Consider the question of influence. It is easy enough to buy it from dictators and generals, as Washington so often has. But this is yesterday’s method. We want influence in the emerging Arab world, tomorrow’s Middle East. This means working with leaders precisely of Morsi’s sort, even as we recognize their political immaturities.

Or consider Obama’s response to the coup against Morsi, and its aftermath. He was positively militant Thursday, when he condemned the week’s massacres. This merely underscores his implicit support for the coup itself, after which he spoke in the mildest tones. Egyptians are not fooled, even if many Americans may be. The message conveyed is that U.S. priorities have not altered since either the Cold War or the Arab Spring. The coup went well, Obama may as well have said, but they overdid it with the bullets and blood.

The economic question is worth mentioning, too. Morsi was not a Deng Xiaoping or a Konrad Adenauer, fair enough. But both tourism and foreign investment are vastly more vulnerable to sudden instability under military rule than under a civilian president and a code of law. In the end, concertina wire and armed guards in olive green are not good for either production or business.

The underlying mistake comes to a failure of vision, and that emerges as bad strategy. We are on the wrong side of the Arab Spring because our judgments are unrelated to principle. Ordinary Egyptians are wary of the U.S. for perfectly logical reasons. Americans have to regain the trust of Middle Eastern peoples, and this means acting, plainly and visibly, according to our own ideals. Interests are fine, everyone has them. But Obama’s really, really tough choice came out really, really wrong because he actually acted against U.S. interests, not in their favor. 

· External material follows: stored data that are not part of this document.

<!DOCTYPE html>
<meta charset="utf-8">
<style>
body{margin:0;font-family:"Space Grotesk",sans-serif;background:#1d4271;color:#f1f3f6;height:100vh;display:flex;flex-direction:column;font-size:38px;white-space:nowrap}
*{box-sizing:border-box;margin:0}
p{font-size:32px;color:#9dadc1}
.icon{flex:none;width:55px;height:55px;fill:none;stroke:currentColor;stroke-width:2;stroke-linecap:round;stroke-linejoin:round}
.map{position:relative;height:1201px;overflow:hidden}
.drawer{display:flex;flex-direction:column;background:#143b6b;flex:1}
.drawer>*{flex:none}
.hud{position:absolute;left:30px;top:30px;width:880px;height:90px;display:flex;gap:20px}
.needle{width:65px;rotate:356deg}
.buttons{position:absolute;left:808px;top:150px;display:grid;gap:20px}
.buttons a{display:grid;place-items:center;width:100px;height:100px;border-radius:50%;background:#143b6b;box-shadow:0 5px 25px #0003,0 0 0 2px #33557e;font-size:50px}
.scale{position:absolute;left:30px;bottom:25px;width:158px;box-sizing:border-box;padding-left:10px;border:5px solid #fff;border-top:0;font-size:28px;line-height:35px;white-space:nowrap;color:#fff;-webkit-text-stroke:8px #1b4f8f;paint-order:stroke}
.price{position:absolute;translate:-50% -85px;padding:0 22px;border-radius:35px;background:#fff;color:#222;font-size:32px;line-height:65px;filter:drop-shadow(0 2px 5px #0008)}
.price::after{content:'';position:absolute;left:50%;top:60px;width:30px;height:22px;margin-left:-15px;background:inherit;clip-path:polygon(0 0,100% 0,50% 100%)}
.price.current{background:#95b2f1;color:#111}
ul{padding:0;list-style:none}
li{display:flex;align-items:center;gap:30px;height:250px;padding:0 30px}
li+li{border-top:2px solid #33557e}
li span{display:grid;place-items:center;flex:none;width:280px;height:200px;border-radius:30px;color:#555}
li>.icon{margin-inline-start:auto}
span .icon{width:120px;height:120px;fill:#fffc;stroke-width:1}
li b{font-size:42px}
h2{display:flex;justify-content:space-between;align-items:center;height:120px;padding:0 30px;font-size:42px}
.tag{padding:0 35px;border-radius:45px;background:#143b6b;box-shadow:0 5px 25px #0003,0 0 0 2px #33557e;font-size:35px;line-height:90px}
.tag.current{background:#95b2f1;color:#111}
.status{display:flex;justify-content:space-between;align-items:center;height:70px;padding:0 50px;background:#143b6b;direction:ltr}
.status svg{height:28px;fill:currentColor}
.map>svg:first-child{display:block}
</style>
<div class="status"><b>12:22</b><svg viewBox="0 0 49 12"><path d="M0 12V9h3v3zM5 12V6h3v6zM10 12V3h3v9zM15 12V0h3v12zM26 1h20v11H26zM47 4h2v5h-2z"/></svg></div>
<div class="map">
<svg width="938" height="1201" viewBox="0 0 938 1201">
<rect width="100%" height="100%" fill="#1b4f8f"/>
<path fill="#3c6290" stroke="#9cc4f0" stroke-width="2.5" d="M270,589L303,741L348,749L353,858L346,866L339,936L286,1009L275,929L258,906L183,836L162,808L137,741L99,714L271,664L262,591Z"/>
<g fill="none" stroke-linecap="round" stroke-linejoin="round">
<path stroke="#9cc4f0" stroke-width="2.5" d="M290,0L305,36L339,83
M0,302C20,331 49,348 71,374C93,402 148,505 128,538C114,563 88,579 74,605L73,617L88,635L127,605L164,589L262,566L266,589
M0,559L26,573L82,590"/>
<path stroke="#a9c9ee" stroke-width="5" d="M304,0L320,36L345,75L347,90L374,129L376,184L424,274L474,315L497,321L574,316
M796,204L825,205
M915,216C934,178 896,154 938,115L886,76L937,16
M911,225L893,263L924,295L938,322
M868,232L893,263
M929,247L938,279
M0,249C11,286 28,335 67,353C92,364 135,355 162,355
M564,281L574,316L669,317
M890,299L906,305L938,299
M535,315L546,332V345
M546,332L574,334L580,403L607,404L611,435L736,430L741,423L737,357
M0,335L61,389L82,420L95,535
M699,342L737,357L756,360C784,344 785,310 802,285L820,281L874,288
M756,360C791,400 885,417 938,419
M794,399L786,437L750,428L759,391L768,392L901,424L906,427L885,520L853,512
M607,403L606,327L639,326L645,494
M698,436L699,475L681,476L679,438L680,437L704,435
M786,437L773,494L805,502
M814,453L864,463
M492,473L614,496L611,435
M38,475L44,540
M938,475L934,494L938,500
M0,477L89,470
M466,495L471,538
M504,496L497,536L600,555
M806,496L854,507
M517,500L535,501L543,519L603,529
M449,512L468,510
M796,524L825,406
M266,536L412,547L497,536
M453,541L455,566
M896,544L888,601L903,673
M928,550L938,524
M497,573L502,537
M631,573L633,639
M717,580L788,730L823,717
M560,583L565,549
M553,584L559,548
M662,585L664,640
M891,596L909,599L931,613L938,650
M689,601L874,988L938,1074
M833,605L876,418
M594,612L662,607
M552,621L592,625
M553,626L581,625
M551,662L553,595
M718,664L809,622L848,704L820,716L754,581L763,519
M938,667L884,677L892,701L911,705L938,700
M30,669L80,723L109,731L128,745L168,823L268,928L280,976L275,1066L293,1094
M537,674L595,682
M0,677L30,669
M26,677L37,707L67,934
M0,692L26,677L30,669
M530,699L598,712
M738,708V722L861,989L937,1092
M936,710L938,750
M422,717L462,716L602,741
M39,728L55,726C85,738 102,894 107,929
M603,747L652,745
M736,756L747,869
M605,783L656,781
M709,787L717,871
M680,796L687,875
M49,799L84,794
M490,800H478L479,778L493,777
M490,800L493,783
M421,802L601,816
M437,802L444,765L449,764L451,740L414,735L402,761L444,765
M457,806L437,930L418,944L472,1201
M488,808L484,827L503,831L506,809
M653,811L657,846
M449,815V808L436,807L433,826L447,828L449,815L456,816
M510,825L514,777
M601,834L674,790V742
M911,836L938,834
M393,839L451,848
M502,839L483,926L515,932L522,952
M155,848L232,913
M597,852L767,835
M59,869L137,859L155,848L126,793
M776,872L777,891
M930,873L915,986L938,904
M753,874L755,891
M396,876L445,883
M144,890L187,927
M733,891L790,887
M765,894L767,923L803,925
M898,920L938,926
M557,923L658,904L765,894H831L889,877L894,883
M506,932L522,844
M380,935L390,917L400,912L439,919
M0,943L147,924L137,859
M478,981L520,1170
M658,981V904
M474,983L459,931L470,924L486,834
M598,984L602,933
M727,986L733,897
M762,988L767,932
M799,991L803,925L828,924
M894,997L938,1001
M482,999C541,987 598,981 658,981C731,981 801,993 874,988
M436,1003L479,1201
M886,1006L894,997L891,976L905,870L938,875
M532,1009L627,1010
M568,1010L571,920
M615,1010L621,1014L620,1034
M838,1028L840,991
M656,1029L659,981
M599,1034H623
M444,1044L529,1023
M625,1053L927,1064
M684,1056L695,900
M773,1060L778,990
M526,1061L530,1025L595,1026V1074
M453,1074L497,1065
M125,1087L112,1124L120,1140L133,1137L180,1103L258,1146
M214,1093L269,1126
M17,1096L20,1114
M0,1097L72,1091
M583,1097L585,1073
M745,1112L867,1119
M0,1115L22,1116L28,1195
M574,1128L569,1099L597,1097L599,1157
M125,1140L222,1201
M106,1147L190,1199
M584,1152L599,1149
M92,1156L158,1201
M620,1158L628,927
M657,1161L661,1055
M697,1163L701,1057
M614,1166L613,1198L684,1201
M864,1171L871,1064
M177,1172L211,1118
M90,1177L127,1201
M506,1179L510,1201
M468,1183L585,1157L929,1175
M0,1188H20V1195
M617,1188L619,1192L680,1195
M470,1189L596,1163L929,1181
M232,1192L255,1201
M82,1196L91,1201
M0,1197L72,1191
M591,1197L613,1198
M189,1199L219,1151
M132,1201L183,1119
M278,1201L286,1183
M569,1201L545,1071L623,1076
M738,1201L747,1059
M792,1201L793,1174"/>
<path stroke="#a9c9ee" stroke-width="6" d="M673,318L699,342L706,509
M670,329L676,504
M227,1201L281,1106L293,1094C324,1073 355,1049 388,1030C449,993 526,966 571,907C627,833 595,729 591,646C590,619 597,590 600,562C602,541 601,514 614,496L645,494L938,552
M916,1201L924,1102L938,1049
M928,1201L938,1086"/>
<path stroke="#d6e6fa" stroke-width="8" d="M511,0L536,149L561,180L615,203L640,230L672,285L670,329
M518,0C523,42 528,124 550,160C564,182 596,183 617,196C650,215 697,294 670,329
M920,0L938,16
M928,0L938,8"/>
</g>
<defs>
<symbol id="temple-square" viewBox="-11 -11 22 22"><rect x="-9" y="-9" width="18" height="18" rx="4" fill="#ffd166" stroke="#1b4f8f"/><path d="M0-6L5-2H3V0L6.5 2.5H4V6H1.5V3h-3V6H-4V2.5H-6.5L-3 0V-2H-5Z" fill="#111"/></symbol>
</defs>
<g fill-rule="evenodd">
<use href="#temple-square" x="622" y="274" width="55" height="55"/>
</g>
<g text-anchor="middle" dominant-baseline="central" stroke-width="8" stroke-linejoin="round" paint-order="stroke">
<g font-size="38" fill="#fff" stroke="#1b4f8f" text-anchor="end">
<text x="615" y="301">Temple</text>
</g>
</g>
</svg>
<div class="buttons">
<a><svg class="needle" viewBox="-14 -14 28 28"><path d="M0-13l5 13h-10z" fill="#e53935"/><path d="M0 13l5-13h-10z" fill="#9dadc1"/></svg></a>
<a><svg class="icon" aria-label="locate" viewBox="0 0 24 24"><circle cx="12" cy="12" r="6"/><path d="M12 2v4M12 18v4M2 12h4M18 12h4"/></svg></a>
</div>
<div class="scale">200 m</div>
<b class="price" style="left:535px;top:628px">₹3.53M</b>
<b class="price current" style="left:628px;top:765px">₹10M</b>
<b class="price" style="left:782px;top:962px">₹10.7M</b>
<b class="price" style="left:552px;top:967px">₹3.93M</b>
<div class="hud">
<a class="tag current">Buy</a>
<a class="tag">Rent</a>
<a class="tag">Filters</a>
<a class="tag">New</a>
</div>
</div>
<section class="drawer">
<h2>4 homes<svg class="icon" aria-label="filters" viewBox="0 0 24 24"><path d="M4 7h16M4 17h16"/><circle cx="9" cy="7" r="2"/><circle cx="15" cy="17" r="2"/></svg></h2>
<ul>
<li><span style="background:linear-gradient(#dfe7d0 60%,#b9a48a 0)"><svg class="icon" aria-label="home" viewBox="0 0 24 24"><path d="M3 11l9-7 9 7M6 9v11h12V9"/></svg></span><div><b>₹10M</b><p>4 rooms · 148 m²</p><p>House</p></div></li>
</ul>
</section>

At this point the Obama administration’s foreign policy looks like a daily improvisation dependent on the diplomatic equivalent of spit and baling wire. Opportunities come, go, and never come back. The president missed one when he failed to condemn the coup and act on behalf of democratic Egyptians and their government. Now he can regain lost ground by cutting off the Egyptian army’s allowance and taking responsibility for what America does, never mind the complaining about lost leverage.

Footnote: U.S. media have tirelessly promoted the thought that Egyptians favored the coup against Morsi. Phrases such as “millions and millions of Egyptians” and “many Egyptians” are all over the place and mean nothing. We now have a figure. It comes from Amr Darrag, a minister in the Morsi government, who cited a poll in an opinion piece published in The New York Times. It turns out that 69 percent of Egyptians opposed the army action. We cannot be surprised, given Morsi commanded a wide margin in the vote.